Por FRANCISCO FERNANDES LADEIRA*
Devemos compreender Barbie como um produto cultural daquele que é, hoje, o maior inimigo dos povos oprimidos do planeta: o imperialismo estadunidense
O filme Barbie, um dos principais assuntos da agenda pública nos últimos dias, certamente passará para a história como uma daquelas produções cinematográficas que é mais comentada do que propriamente assistida. Seguindo essa linha, pretendo, aqui, me concentrar na repercussão da obra e não em seu conteúdo.
Não se trata de fazer juízo de valores sobre quem foi assistir ao filme vestindo rosa, a respeito de quem não recomendou Barbie ou se é (ou não) uma produção destinada ao público infantil. A meu ver, são questões irrelevantes para um debate minimamente produtivo. Afinal de contas, ir ou não ir ao cinema é um direito individual.
Antes de tudo, devemos compreender Barbie (ou qualquer outro similar) como um produto cultural daquele que é, atualmente, o maior inimigo dos povos oprimidos do planeta: o imperialismo estadunidense. Qualquer análise que não leve isso em conta, corre o risco de ser mero preconceito ou lacração. Aliás, essas duas visões, ambas maniqueístas, pautaram quase a totalidade das críticas sobre o filme Barbie.
Historicamente, o domínio planetário estadunidense não foi construído apenas por meios militares ou econômicos; também contou com o que o cientista político Joseph Nye define como “soft power”, ou seja, a habilidade discursiva de modelar os desejos do outro, gerando tamanha atração que ele escolhe seguir seu exemplo.
Desse modo, Barbie tem como principal função ideológica difundir o identitarismo, ideologia criada nos Estados Unidos, cujo principal objetivo é dividir e confundir os setores oprimidos, substituindo a luta de classes (motor da história, segundo Marx) por movimentos de determinadas identidades (mulheres, negros, gays, lésbicas, transexuais, indígenas, veganos, obesos etc.).

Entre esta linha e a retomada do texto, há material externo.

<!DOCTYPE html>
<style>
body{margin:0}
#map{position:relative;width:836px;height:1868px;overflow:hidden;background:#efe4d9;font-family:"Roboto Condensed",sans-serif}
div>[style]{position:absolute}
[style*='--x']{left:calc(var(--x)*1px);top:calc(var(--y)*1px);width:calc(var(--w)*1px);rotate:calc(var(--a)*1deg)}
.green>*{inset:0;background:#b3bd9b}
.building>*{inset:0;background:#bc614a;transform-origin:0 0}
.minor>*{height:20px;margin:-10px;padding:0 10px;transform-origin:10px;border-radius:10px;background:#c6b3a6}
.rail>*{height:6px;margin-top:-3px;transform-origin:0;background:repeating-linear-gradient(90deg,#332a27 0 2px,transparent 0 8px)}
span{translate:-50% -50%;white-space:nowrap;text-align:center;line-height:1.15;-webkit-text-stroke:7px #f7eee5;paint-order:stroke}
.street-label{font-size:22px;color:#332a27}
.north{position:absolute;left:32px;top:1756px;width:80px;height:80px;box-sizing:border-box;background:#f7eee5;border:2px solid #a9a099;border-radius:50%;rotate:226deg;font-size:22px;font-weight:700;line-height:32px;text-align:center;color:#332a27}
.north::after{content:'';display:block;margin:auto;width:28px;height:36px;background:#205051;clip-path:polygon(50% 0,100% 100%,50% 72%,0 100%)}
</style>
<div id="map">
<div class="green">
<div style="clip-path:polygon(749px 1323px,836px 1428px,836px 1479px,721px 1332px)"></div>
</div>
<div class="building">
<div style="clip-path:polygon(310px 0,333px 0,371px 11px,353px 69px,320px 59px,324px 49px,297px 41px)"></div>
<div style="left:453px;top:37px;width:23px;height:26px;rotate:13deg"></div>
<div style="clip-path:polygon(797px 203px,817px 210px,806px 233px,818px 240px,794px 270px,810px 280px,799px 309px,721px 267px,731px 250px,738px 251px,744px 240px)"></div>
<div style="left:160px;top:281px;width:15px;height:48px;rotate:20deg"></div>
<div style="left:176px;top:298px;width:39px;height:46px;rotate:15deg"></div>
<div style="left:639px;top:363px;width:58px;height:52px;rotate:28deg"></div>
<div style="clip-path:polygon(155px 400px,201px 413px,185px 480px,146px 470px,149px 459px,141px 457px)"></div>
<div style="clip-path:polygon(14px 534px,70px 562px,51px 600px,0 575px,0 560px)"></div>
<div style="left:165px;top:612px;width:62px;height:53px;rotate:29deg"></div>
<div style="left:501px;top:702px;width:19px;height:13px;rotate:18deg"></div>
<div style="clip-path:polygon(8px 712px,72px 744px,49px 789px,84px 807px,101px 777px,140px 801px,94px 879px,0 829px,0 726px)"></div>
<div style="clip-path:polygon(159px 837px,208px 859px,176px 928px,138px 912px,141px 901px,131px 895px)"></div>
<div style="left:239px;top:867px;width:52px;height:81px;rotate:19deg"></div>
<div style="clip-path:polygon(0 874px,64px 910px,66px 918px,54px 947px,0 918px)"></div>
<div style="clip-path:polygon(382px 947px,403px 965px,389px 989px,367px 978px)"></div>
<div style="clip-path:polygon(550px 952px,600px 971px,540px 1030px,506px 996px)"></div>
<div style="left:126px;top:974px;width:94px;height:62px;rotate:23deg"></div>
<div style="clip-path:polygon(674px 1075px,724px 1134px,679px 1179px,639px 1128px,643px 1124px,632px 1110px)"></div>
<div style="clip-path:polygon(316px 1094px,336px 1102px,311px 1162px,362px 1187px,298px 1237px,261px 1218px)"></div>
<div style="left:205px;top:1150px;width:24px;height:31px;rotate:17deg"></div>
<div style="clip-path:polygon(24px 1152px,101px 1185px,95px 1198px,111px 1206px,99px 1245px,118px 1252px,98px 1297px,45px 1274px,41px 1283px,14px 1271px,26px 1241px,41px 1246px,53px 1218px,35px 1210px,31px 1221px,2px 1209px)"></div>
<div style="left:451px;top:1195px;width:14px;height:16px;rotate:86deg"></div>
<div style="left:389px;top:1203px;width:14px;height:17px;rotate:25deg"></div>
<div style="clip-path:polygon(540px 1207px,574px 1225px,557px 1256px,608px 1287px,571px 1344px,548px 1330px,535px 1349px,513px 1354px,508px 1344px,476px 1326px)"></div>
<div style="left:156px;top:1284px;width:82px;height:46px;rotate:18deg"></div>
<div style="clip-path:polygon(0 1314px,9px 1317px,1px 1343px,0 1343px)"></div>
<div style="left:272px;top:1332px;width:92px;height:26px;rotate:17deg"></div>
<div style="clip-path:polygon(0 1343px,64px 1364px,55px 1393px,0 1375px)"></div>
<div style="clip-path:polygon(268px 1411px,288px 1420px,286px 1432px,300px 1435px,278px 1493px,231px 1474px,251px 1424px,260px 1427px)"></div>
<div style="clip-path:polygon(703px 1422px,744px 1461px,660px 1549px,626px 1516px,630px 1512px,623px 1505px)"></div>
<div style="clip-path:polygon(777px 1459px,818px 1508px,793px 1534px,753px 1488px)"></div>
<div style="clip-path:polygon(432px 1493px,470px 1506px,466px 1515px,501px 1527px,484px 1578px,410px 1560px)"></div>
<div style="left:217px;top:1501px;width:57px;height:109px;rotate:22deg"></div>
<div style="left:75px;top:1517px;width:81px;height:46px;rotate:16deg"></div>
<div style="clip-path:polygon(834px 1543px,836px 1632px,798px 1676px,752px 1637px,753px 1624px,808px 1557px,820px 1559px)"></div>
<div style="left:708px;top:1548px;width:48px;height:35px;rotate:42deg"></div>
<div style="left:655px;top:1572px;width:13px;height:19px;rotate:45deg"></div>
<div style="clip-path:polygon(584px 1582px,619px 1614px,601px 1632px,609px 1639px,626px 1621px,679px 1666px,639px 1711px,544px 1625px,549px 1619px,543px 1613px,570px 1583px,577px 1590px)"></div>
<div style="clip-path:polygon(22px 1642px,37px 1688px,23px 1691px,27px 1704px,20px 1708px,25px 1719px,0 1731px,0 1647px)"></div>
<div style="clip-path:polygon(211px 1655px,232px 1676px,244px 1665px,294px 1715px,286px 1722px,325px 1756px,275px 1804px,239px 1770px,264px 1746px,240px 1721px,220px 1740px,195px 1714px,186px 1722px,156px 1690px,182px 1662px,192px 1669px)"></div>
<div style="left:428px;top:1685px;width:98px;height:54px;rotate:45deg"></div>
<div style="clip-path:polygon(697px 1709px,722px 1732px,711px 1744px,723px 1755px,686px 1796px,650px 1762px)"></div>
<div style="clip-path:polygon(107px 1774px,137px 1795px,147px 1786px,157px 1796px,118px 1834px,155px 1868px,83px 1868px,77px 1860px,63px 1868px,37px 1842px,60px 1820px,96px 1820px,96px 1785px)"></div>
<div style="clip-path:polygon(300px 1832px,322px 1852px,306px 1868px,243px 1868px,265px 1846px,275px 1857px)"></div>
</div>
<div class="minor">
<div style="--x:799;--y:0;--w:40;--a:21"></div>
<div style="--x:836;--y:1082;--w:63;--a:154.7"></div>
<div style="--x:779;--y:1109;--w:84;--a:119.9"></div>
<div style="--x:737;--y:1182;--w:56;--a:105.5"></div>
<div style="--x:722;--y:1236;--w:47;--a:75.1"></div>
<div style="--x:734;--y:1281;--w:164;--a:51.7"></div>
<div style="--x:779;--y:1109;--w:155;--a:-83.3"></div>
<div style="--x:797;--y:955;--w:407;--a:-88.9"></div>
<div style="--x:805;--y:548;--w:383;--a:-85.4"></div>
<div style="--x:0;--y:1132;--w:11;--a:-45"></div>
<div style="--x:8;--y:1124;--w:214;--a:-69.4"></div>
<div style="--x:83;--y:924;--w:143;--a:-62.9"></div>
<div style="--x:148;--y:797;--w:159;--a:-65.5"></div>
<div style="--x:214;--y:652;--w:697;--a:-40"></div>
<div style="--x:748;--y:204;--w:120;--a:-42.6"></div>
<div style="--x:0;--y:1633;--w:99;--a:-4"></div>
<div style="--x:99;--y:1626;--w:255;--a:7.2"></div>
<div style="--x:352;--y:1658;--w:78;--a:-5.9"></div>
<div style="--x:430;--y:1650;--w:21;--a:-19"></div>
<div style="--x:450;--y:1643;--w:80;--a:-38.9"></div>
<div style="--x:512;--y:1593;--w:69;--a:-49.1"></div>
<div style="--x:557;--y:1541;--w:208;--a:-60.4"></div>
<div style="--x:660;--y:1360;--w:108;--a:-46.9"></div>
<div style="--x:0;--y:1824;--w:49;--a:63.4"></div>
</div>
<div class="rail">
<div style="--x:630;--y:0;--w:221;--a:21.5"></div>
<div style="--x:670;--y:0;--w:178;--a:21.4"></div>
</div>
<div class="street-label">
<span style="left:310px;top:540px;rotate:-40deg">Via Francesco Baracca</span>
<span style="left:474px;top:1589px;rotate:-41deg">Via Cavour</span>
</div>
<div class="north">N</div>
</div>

No caso de Barbie, sua narrativa, centrada em torno da abstrata “luta contra o patriarcado” (que esconde as reais lutas dos povos oprimidos: contra a burguesia, em âmbito nacional, e contra o imperialismo, na escala global), passa uma imagem pseudoprogressista, de suposta “libertação das mulheres”. Isso é o suficiente para atrair pessoas politicamente ingênuas.
Esse suposto caráter progressista de Barbie (ironicamente, boneca símbolo do conservadorismo ianque dos anos 1950) levou muitos indivíduos ligados à extrema direita a rotular o filme como “antihomem”, “marxismo cultural”, “afronta aos valores cristãos”, “apologia à homossexualidade” e “contra a família”, entre outros delírios típicos desse público.
Até aqui, nenhuma novidade, pois “vergonha alheia” e “extrema direita” pertencem ao mesmo campo lexical. No entanto, tão vergonhoso quanto os delírios da extrema direita, foram os posicionamentos de (boa parte) da esquerda sobre o filme Barbie.
Ao invés de denunciar a indústria cinematográfica como braço cultural do imperialismo estadunidense, muitos esquerdistas (ou supostos esquerdistas) preferiram rasgar elogios à obra, com “opiniões prontas”, saídas diretamente de Harvard e seus mantras lacradores tipo: “símbolo do empoderamento feminino”, “contra a masculinidade tóxica”, “mulheres no poder” e (a anteriormente mencionada) “luta contra o patriarcado”.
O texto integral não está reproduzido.